TV5monde : Qui étaient
ces femmes de la résistance ? D'où venaient-elles ? Quelles étaient leurs
compétences, leurs profils ?
Catherine
Lacour-Astol : Elles
étaient toute la société française. On a souvent l'image d'une résistante
jeune, célibataire. On a des femmes de tout âge, certaines dont les visages
apparaissent dans l'exposition ont plus de 60 ans au moment où elles
s'engagent.
Beaucoup
sont ménagères, c'est-à-dire femmes au foyer, à l'époque, mais beaucoup
exercent aussi une profession et sont parfois très diplômées.

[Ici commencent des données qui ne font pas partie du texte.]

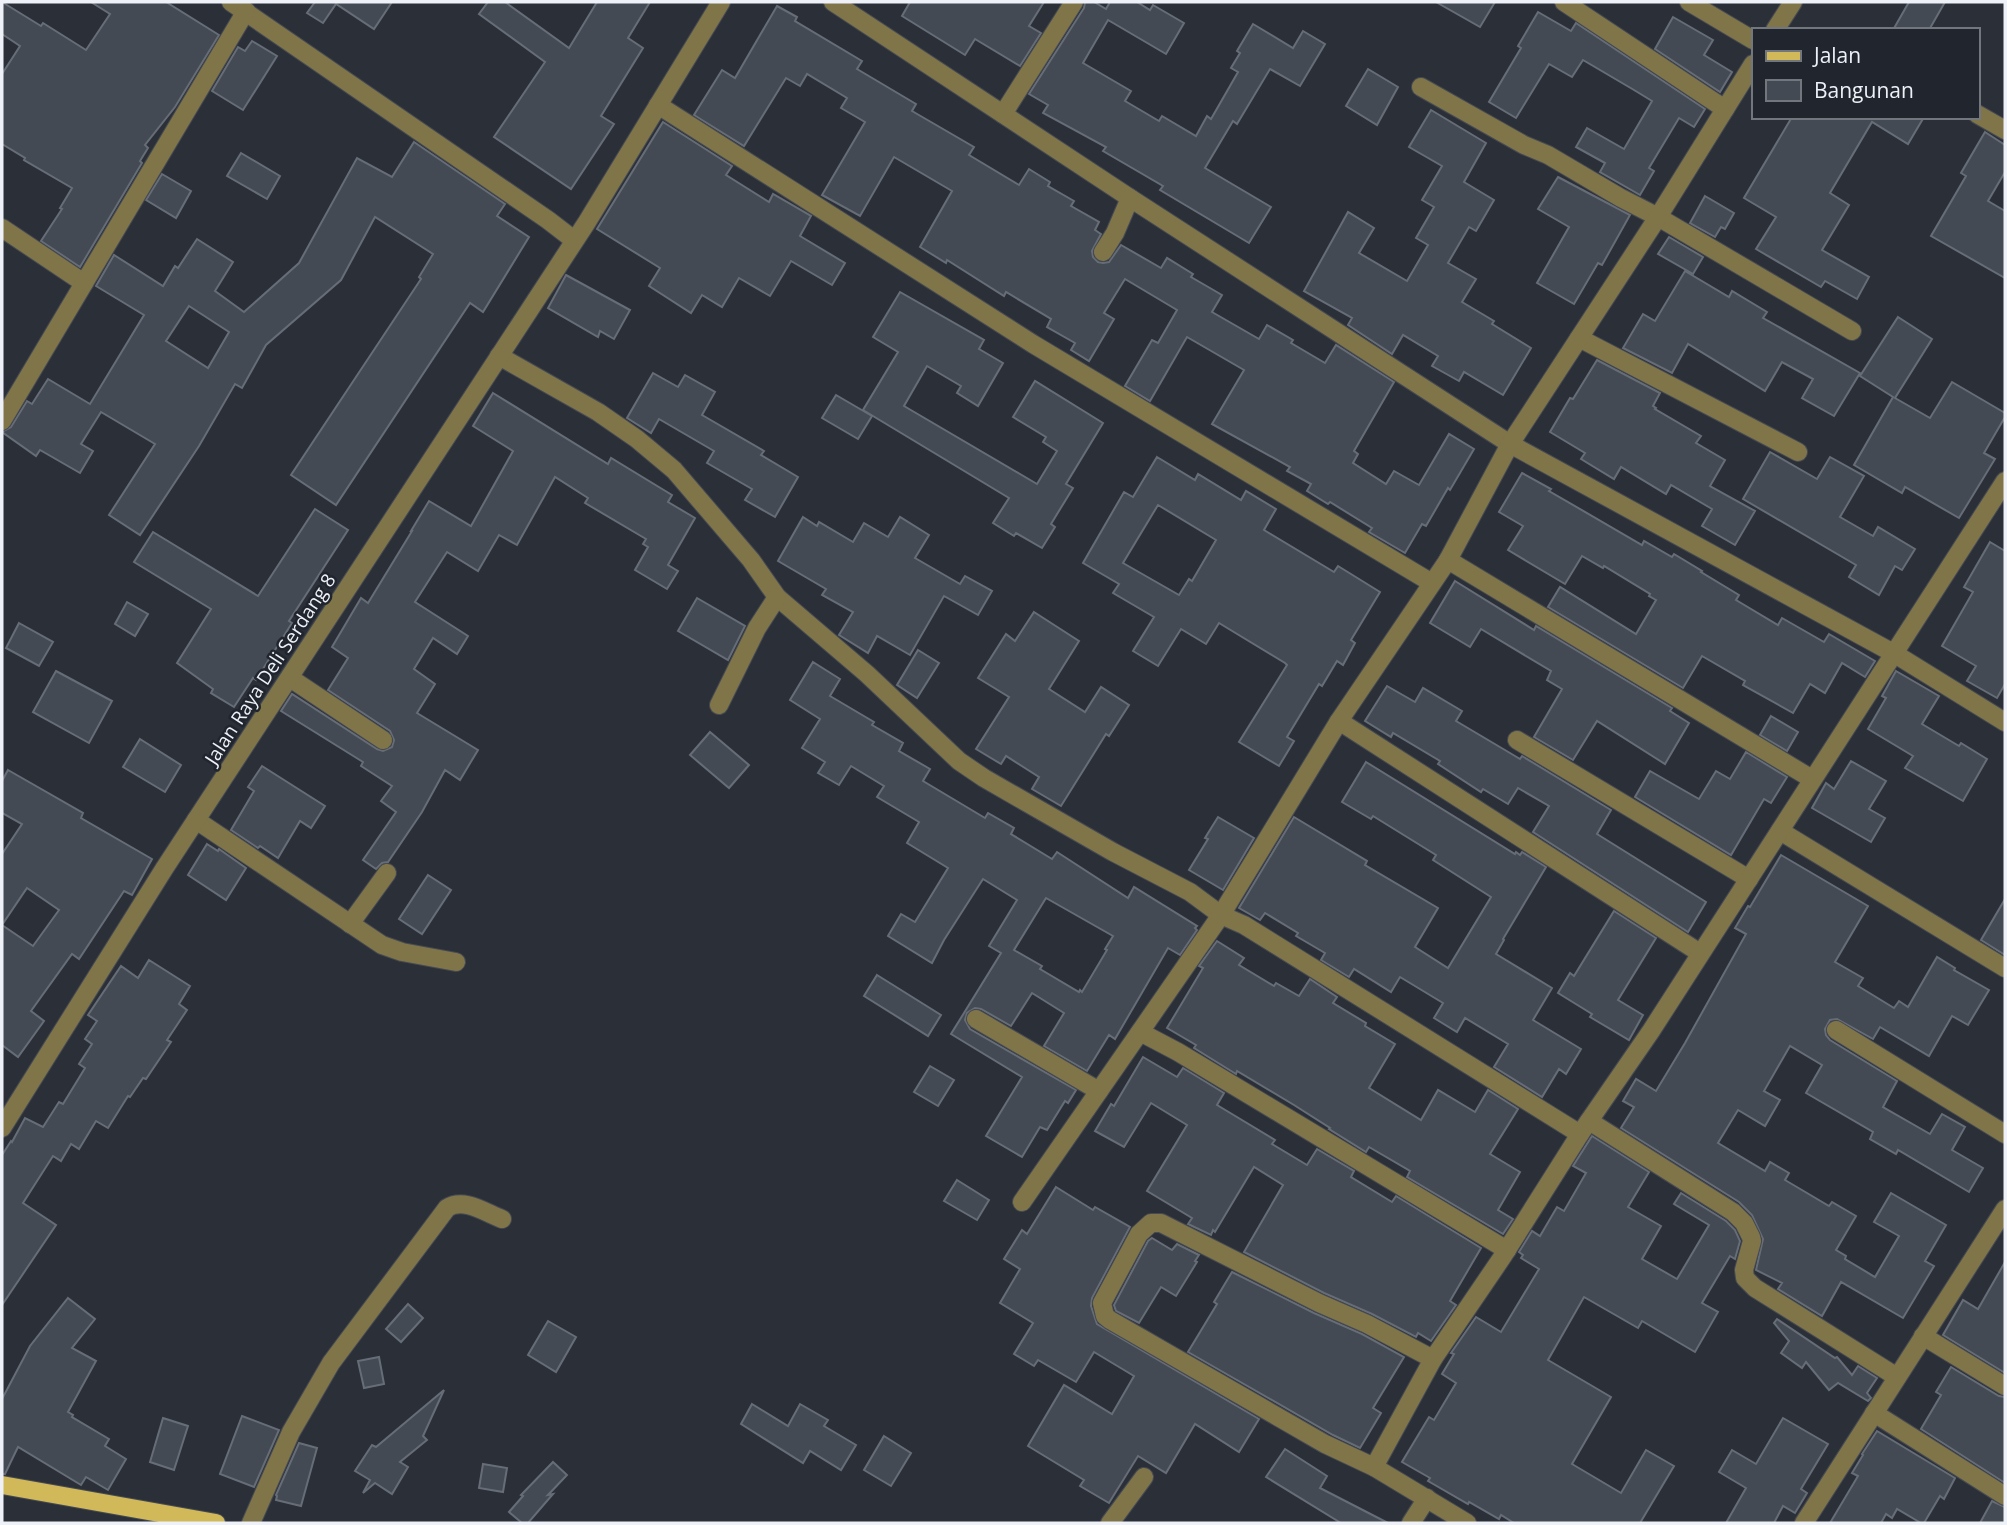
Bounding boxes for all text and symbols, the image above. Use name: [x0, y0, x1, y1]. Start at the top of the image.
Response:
legend: [1752, 28, 1979, 119]
text: Jalan: [1812, 41, 1861, 69]
text: Bangunan: [1814, 76, 1914, 104]
street label: Jalan Raya Deli Serdang 8: [197, 569, 342, 771]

Certaines étaient
militantes, d'autres ne s'étaient jamais engagées au préalable. Elles
appartiennent à des milieux confessionnels différents ou sont totalement à côté
d'un quelconque ancrage confessionnel.
TV5monde
: Quels ont été leurs rôles ? Etaient-ils très différents d'une personne à
l'autre ?
Catherine Lacour-Astol : Ce qui est très, très significatif de la
résistance des femmes, c'est précisément qu'elles ont tendance à s'engager dans
plusieurs actions. C'est une résistance vraiment protéiforme, alors que les
hommes sont souvent plus dans un type d'action, dans le renseignement, par
exemple, ou ont agi pendant les combats de la libération. Les femmes, elles,
sont souvent sur plusieurs registres et il n'y a pas de profil particulier.
Plusieurs
registres, ce peut être de la liaison, de l'hébergement, du ravitaillement, y
compris du ravitaillement des maquis, à partir de la fin 1943 ou 1944. Ça peut
être de l'exfiltration d'aviateurs alliés ou du renseignement aussi à l'égal
des hommes. Ce sont des opératrices radio. Elles jouent tous les rôles
possibles, et très rarement un seul rôle.
TV5monde : Quand on
pense aux femmes résistantes, on pense à certains noms comme celui de Lucie
Aubrac... Le but de cette exposition est-il d'aller plus loin ?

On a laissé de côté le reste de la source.